# Generative adversarial network (using the GAN class)

In [1]:
from __future__ import print_function
import torch
import torch.utils.data
from torch import nn, optim
from torch.nn import functional as F
from torchvision import datasets, transforms
from torchvision.utils import save_image
from tensorboardX import SummaryWriter

from tqdm import tqdm

batch_size = 64
epochs = 10
seed = 1
torch.manual_seed(seed)

if torch.cuda.is_available():
    device = "cuda"
else:
    device = "cpu"

In [2]:
root = '../data'
transform = transforms.Compose([transforms.ToTensor(),
                                transforms.Lambda(lambd=lambda x: x.view(-1))])
kwargs = {'batch_size': batch_size, 'num_workers': 1, 'pin_memory': True}

train_loader = torch.utils.data.DataLoader(
    datasets.MNIST(root=root, train=True, transform=transform, download=True),
    shuffle=True, **kwargs)
test_loader = torch.utils.data.DataLoader(
    datasets.MNIST(root=root, train=False, transform=transform),
    shuffle=False, **kwargs)

In [3]:
from pixyz.distributions import Deterministic, DataDistribution
from pixyz.distributions import Normal
from pixyz.models import GAN

In [4]:
x_dim = 784
z_dim = 100

# generator model p(x|z)    
class Generator(Deterministic):
    def __init__(self):
        super(Generator, self).__init__(cond_var=["z"], var=["x"], name="p")

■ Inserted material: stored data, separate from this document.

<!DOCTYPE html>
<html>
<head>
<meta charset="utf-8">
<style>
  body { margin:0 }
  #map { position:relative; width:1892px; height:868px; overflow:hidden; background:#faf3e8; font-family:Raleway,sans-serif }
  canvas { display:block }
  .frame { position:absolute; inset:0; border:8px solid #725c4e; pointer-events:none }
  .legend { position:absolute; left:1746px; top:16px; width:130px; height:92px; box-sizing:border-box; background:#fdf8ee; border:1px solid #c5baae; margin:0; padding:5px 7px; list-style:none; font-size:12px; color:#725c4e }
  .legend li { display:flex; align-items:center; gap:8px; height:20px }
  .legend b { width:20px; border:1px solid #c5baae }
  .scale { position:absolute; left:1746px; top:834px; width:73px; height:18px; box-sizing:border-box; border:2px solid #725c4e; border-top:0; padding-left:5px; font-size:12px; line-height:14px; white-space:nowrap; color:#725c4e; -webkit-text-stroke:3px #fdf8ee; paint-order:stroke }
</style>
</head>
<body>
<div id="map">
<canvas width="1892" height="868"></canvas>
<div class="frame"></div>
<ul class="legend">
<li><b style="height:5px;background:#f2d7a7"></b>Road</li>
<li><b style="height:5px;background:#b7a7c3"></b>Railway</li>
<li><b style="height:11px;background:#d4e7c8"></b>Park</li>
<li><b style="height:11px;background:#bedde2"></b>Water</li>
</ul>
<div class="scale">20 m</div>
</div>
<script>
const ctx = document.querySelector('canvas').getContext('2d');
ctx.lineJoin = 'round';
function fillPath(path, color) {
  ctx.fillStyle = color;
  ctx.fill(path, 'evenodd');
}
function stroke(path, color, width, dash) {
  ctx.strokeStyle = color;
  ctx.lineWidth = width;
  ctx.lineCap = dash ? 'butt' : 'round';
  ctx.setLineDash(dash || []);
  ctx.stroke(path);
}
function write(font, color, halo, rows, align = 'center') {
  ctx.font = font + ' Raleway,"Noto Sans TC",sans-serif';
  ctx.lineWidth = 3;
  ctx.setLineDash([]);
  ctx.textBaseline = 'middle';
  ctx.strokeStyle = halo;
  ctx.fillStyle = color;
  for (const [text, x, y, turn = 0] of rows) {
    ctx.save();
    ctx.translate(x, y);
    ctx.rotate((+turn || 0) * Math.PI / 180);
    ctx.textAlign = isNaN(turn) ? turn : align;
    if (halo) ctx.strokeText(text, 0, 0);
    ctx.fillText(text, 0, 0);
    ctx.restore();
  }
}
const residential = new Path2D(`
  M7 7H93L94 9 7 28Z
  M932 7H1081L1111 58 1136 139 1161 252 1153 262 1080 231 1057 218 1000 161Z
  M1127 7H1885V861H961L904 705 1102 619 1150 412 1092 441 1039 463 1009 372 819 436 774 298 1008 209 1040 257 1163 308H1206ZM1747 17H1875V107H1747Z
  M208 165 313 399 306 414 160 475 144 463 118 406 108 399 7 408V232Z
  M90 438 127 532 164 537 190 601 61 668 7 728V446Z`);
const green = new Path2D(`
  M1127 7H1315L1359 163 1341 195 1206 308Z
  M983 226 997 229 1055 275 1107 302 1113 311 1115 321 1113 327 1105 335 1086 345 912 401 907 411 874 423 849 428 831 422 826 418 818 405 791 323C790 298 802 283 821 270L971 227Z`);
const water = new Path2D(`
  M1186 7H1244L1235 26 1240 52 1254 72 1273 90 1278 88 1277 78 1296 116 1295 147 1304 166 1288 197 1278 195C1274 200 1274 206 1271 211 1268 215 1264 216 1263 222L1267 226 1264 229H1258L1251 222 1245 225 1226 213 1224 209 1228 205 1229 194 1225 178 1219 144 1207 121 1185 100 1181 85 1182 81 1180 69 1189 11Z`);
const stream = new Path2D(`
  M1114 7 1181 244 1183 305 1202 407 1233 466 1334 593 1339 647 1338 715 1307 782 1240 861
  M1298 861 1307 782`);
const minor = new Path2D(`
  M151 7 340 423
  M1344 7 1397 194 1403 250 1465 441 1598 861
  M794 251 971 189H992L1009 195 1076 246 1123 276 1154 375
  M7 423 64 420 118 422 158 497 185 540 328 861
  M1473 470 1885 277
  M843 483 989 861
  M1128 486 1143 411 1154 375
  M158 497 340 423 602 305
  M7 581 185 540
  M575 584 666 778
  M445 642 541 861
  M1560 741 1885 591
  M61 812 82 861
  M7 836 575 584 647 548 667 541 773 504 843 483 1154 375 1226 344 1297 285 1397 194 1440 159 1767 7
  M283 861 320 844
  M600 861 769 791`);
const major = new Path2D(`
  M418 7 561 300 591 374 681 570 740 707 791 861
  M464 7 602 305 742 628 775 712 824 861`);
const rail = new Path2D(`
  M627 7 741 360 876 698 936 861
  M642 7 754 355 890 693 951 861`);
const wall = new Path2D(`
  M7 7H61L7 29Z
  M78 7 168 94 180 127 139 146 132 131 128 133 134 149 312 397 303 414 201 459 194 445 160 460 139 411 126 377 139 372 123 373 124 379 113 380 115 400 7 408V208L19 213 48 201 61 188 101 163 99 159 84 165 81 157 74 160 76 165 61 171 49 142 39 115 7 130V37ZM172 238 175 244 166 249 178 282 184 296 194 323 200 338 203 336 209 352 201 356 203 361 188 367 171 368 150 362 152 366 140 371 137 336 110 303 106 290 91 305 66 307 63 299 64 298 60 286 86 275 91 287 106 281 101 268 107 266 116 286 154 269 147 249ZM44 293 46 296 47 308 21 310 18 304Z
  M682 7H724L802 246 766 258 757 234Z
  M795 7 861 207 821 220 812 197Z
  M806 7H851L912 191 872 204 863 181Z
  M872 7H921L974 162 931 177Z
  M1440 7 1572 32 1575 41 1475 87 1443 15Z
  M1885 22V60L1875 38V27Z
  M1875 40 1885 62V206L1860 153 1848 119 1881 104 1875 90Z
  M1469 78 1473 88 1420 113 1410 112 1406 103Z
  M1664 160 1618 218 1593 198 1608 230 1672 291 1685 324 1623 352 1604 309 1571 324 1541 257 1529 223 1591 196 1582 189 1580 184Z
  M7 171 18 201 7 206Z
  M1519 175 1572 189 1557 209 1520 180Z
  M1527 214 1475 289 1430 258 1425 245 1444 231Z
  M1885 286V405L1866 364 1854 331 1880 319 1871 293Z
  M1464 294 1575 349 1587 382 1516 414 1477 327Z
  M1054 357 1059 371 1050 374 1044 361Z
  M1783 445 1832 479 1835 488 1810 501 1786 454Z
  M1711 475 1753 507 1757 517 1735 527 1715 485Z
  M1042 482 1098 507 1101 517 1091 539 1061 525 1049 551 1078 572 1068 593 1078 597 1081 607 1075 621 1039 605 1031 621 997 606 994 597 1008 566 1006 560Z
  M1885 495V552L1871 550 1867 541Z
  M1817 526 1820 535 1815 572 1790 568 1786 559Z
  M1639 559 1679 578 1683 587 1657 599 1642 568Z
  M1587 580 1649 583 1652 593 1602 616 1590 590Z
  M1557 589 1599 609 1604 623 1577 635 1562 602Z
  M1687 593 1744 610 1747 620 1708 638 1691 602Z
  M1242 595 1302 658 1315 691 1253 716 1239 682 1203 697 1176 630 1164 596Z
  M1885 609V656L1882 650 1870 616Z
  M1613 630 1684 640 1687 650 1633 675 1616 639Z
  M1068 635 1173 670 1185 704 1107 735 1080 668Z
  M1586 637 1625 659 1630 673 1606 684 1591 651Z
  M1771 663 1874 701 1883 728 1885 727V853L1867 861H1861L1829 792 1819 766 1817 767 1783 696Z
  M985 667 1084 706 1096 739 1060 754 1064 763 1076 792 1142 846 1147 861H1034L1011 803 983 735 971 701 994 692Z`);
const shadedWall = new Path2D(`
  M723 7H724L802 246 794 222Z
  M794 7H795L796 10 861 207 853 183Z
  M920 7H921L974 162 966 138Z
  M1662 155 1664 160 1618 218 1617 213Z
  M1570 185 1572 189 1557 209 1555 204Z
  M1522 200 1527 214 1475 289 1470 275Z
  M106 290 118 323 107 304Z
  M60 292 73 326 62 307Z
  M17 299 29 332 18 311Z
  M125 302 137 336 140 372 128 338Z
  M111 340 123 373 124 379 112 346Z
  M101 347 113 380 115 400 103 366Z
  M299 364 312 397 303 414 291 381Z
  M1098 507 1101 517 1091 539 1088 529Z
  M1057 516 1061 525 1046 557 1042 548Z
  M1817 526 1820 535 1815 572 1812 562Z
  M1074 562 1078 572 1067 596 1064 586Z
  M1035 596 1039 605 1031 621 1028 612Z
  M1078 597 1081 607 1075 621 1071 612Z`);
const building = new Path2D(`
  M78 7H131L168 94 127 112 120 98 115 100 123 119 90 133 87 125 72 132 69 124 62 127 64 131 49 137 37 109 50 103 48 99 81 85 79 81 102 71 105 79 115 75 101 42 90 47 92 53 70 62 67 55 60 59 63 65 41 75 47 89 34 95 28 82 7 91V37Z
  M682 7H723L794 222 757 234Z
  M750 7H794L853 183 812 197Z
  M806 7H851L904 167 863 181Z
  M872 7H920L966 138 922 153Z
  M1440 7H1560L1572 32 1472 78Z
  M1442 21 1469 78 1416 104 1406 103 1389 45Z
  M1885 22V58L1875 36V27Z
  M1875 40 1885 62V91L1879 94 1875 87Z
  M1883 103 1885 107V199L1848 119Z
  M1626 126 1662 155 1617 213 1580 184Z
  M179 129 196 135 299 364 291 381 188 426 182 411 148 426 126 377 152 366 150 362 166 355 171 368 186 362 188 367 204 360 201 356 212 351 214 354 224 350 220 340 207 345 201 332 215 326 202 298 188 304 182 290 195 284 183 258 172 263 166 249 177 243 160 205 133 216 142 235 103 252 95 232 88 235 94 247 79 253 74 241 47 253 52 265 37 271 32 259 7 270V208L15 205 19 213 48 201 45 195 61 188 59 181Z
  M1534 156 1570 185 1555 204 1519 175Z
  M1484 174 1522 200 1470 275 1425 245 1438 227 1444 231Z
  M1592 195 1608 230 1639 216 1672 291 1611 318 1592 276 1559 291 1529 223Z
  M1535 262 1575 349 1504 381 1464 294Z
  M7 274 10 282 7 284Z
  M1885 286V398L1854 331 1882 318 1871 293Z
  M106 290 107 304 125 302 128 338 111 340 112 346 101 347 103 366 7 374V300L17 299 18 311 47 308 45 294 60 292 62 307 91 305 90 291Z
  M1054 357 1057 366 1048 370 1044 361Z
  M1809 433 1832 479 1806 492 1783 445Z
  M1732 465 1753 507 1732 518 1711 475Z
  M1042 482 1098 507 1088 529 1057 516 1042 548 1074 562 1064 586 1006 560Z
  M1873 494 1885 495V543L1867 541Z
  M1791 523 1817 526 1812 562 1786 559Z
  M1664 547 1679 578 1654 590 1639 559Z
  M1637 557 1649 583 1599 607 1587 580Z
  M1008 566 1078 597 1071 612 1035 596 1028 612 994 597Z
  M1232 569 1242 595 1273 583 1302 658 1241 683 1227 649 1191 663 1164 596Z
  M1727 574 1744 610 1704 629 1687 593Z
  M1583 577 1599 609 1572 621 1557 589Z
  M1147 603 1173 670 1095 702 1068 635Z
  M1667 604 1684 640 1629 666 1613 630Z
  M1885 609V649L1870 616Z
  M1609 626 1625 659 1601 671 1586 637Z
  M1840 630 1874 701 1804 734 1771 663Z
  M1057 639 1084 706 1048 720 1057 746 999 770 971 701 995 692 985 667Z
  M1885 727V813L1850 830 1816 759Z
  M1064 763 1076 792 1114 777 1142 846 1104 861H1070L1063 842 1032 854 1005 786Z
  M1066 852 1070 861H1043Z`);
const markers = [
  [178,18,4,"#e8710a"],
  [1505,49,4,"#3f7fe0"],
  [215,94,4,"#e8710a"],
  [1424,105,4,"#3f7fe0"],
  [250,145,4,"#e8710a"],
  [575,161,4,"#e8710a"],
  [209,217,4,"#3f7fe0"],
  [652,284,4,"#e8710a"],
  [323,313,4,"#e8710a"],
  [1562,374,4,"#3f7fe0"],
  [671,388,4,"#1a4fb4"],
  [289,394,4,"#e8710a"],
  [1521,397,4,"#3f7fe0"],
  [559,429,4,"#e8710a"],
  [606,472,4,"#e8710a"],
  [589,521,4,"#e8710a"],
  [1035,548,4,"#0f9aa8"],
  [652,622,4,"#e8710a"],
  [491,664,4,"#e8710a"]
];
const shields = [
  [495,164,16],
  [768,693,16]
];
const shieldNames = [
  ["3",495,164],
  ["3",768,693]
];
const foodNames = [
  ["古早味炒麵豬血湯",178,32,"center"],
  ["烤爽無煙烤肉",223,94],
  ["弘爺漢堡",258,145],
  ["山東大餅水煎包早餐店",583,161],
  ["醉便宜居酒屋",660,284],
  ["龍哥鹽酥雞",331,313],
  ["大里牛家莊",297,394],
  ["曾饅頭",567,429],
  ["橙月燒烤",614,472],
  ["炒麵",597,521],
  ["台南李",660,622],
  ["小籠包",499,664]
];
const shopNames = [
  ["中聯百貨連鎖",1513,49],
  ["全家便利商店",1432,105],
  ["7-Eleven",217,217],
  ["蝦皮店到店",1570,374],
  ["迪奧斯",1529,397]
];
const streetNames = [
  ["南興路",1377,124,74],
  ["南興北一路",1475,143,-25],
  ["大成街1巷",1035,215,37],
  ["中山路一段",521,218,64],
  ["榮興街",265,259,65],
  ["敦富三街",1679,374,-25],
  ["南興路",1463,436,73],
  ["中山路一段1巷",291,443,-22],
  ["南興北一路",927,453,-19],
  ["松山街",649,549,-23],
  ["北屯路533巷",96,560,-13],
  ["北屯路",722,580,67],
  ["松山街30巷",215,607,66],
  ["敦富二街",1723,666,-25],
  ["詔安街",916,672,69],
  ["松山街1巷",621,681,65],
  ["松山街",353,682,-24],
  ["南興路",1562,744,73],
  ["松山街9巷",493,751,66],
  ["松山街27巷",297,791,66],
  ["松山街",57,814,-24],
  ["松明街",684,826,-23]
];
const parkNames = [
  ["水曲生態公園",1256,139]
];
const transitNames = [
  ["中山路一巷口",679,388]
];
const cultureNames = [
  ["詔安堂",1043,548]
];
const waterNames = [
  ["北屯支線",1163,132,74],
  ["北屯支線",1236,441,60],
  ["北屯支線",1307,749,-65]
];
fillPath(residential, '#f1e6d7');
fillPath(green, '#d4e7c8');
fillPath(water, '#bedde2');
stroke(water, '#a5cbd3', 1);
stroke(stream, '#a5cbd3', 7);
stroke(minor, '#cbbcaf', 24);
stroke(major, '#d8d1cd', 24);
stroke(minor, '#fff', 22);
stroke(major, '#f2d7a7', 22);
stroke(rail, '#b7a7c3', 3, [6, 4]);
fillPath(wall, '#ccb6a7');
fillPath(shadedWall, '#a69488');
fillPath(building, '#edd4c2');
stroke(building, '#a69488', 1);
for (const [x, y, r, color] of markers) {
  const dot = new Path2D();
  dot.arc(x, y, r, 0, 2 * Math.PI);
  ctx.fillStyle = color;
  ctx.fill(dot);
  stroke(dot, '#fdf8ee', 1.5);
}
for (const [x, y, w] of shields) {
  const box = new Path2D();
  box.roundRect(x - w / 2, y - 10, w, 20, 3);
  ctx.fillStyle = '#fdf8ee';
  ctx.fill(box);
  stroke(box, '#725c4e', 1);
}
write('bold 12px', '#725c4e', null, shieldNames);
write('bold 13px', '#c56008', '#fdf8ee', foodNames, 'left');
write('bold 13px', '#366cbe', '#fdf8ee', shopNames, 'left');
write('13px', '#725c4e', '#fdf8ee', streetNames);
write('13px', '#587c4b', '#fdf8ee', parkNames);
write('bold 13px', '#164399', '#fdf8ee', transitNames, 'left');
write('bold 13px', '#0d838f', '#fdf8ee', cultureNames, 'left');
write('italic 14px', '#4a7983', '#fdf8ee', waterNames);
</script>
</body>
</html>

        def block(in_feat, out_feat, normalize=True):
            layers = [nn.Linear(in_feat, out_feat)]
            if normalize:
                layers.append(nn.BatchNorm1d(out_feat, 0.8))
            layers.append(nn.LeakyReLU(0.2, inplace=True))
            return layers

        self.model = nn.Sequential(
            *block(z_dim, 128, normalize=False),
            *block(128, 256),
            *block(256, 512),
            *block(512, 1024),
            nn.Linear(1024, x_dim),
            nn.Sigmoid()
        )

    def forward(self, z):
        x = self.model(z)
        return {"x": x}
    
    
# prior model p(z)
loc = torch.tensor(0.).to(device)
scale = torch.tensor(1.).to(device)
prior = Normal(loc=loc, scale=scale, var=["z"], dim=z_dim, name="p_prior")

In [5]:
# generative model
p_g = Generator()
p = (p_g*prior).marginalize_var("z")
p.to(device)

# data distribution
p_data = DataDistribution(["x"])
p_data.to(device)

print(p)
print(p_data)

Distribution:
  p(x) = ∫p(x|z)p_prior(z)dz
Network architecture:
  p_prior(z) (Normal): Normal()
  p(x|z) (Deterministic): Generator(
    (model): Sequential(
      (0): Linear(in_features=100, out_features=128, bias=True)
      (1): LeakyReLU(negative_slope=0.2, inplace)
      (2): Linear(in_features=128, out_features=256, bias=True)
      (3): BatchNorm1d(256, eps=0.8, momentum=0.1, affine=True, track_running_stats=True)
      (4): LeakyReLU(negative_slope=0.2, inplace)
      (5): Linear(in_features=256, out_features=512, bias=True)
      (6): BatchNorm1d(512, eps=0.8, momentum=0.1, affine=True, track_running_stats=True)
      (7): LeakyReLU(negative_slope=0.2, inplace)
      (8): Linear(in_features=512, out_features=1024, bias=True)
      (9): BatchNorm1d(1024, eps=0.8, momentum=0.1, affine=True, track_running_stats=True)
      (10): LeakyReLU(negative_slope=0.2, inplace)
      (11): Linear(in_features=1024, out_features=784, bias=True)
      (12): Sigmoid()
    )
  )
Distribution:


In [6]:
# discriminator model p(t|x)
class Discriminator(Deterministic):
    def __init__(self):
        super(Discriminator, self).__init__(cond_var=["x"], var=["t"], name="d")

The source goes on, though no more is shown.